Directions:
Every line with the string "DRIVE" must be copied from the entries below.
===============
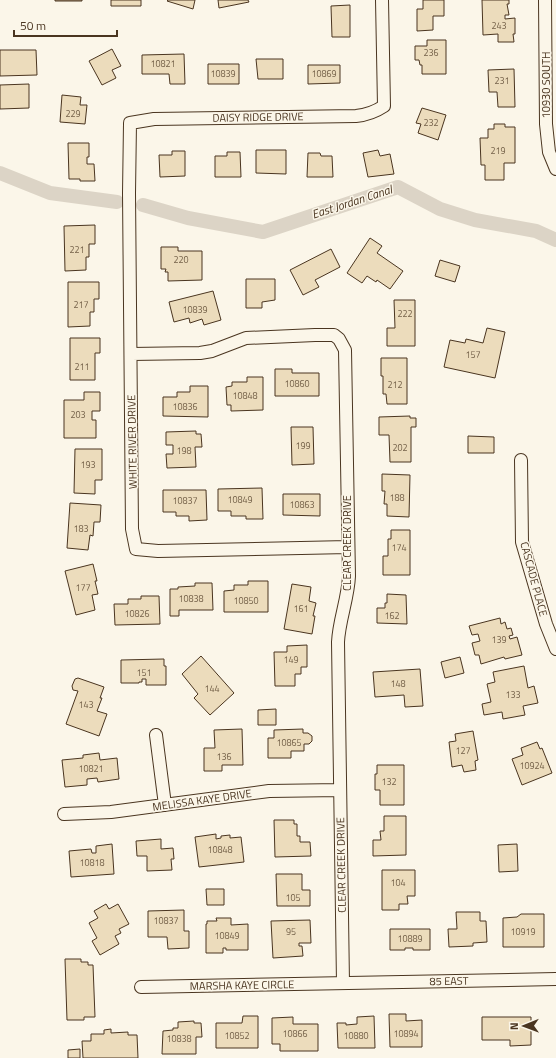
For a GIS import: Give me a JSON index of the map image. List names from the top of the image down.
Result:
{
  "streets": {
    "street": [
      "10930 SOUTH",
      "DAISY RIDGE DRIVE",
      "WHITE RIVER DRIVE",
      "CLEAR CREEK DRIVE",
      "CASCADE PLACE",
      "MELISSA KAYE DRIVE",
      "85 EAST",
      "MARSHA KAYE CIRCLE"
    ]
  },
  "crossings": [
    ["DAISY RIDGE DRIVE", "WHITE RIVER DRIVE"],
    ["WHITE RIVER DRIVE", "CLEAR CREEK DRIVE"],
    ["CLEAR CREEK DRIVE", "MELISSA KAYE DRIVE"],
    ["CLEAR CREEK DRIVE", "85 EAST"],
    ["CLEAR CREEK DRIVE", "MARSHA KAYE CIRCLE"],
    ["85 EAST", "MARSHA KAYE CIRCLE"]
  ],
  "water": ["East Jordan Canal"],
  "house_numbers": [
    "243",
    "236",
    "10821",
    "10839",
    "10869",
    "231",
    "229",
    "232",
    "219",
    "221",
    "220",
    "217",
    "10839",
    "222",
    "157",
    "211",
    "10860",
    "212",
    "10848",
    "10836",
    "203",
    "199",
    "202",
    "198",
    "193",
    "188",
    "10849",
    "10837",
    "10863",
    "183",
    "174",
    "177",
    "10838",
    "10850",
    "161",
    "10826",
    "162",
    "139",
    "149",
    "151",
    "148",
    "144",
    "133",
    "143",
    "10865",
    "127",
    "136",
    "10924",
    "10821",
    "132",
    "10848",
    "10818",
    "104",
    "105",
    "10837",
    "95",
    "10919",
    "10849",
    "10889",
    "10866",
    "10894",
    "10852",
    "10880",
    "10838"
  ],
  "scale_bar": "50 m",
  "north": "left"
}
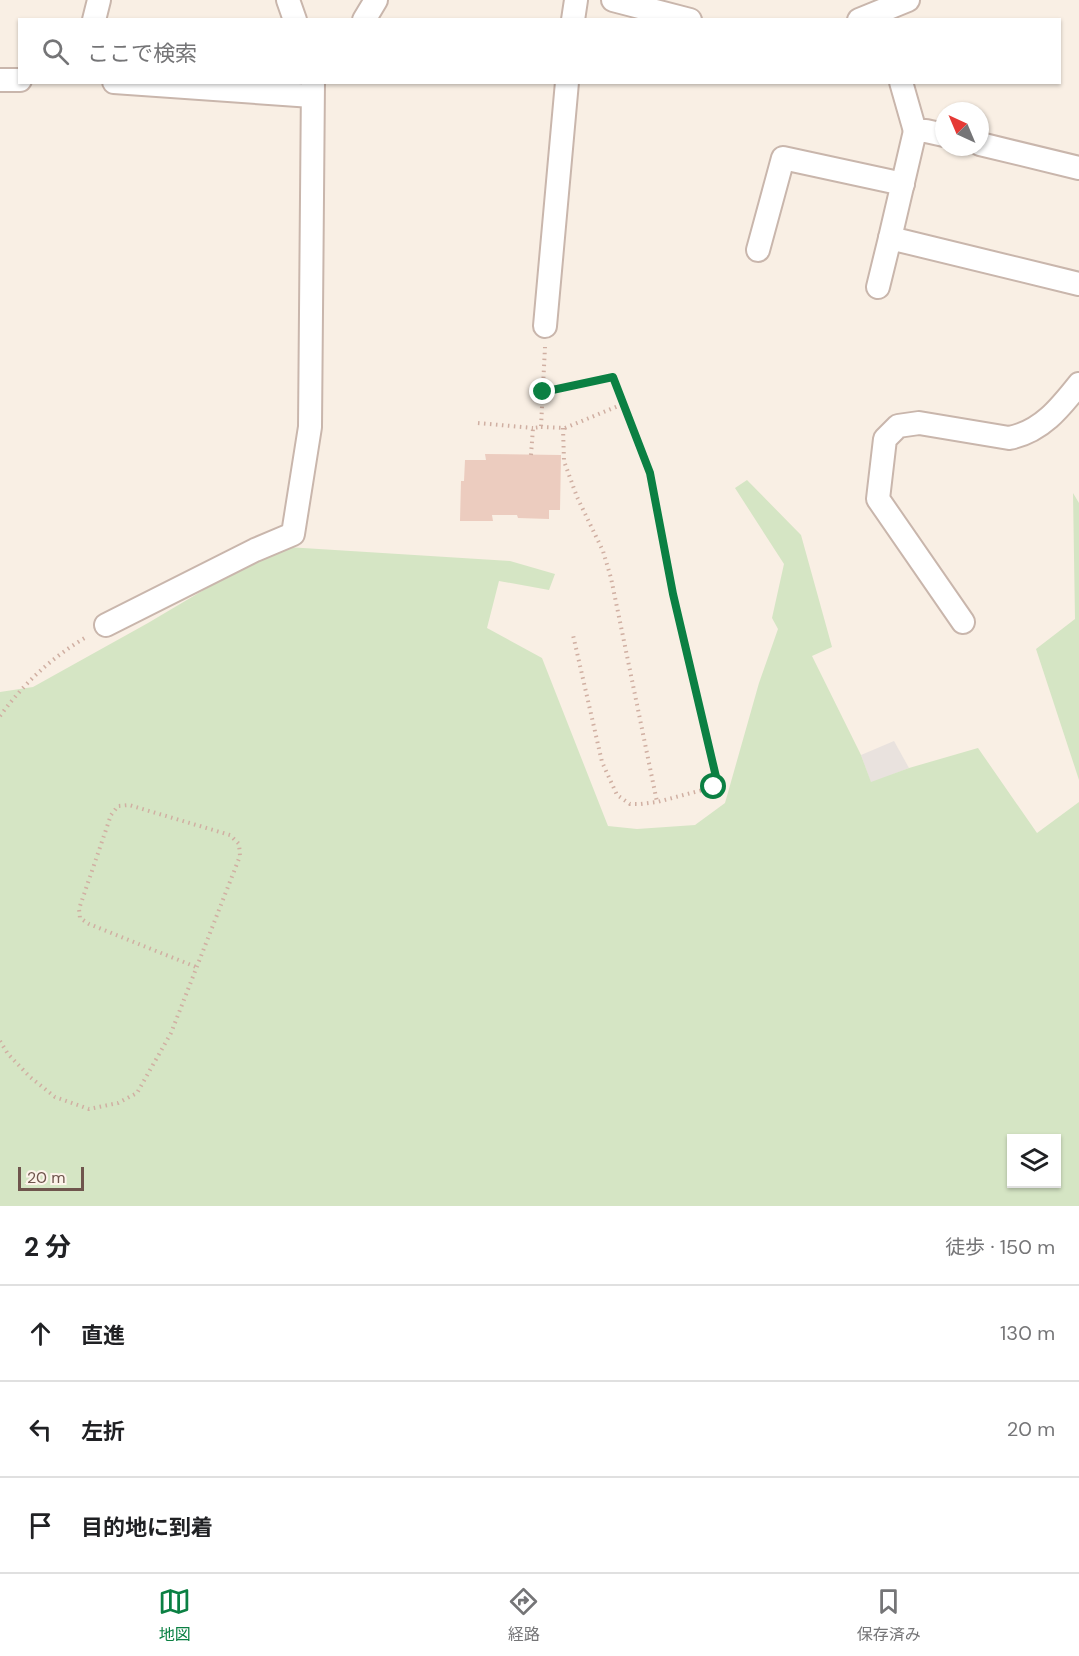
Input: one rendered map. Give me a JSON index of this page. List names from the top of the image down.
{
  "scale_bar": "20 m",
  "north": "top left",
  "page": {
    "search": "ここで検索",
    "scale": "20 m",
    "heading": ["2 分", "徒歩 · 150 m"],
    "list": [
      ["直進", "130 m"],
      ["左折", "20 m"],
      "目的地に到着"
    ],
    "nav": ["地図", "経路", "保存済み"]
  }
}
===============
Response area:
      "DAISY RIDGE DRIVE",
      "WHITE RIVER DRIVE",
      "CLEAR CREEK DRIVE",
      "MELISSA KAYE DRIVE",
    ["DAISY RIDGE DRIVE", "WHITE RIVER DRIVE"],
    ["WHITE RIVER DRIVE", "CLEAR CREEK DRIVE"],
    ["CLEAR CREEK DRIVE", "MELISSA KAYE DRIVE"],
    ["CLEAR CREEK DRIVE", "85 EAST"],
    ["CLEAR CREEK DRIVE", "MARSHA KAYE CIRCLE"],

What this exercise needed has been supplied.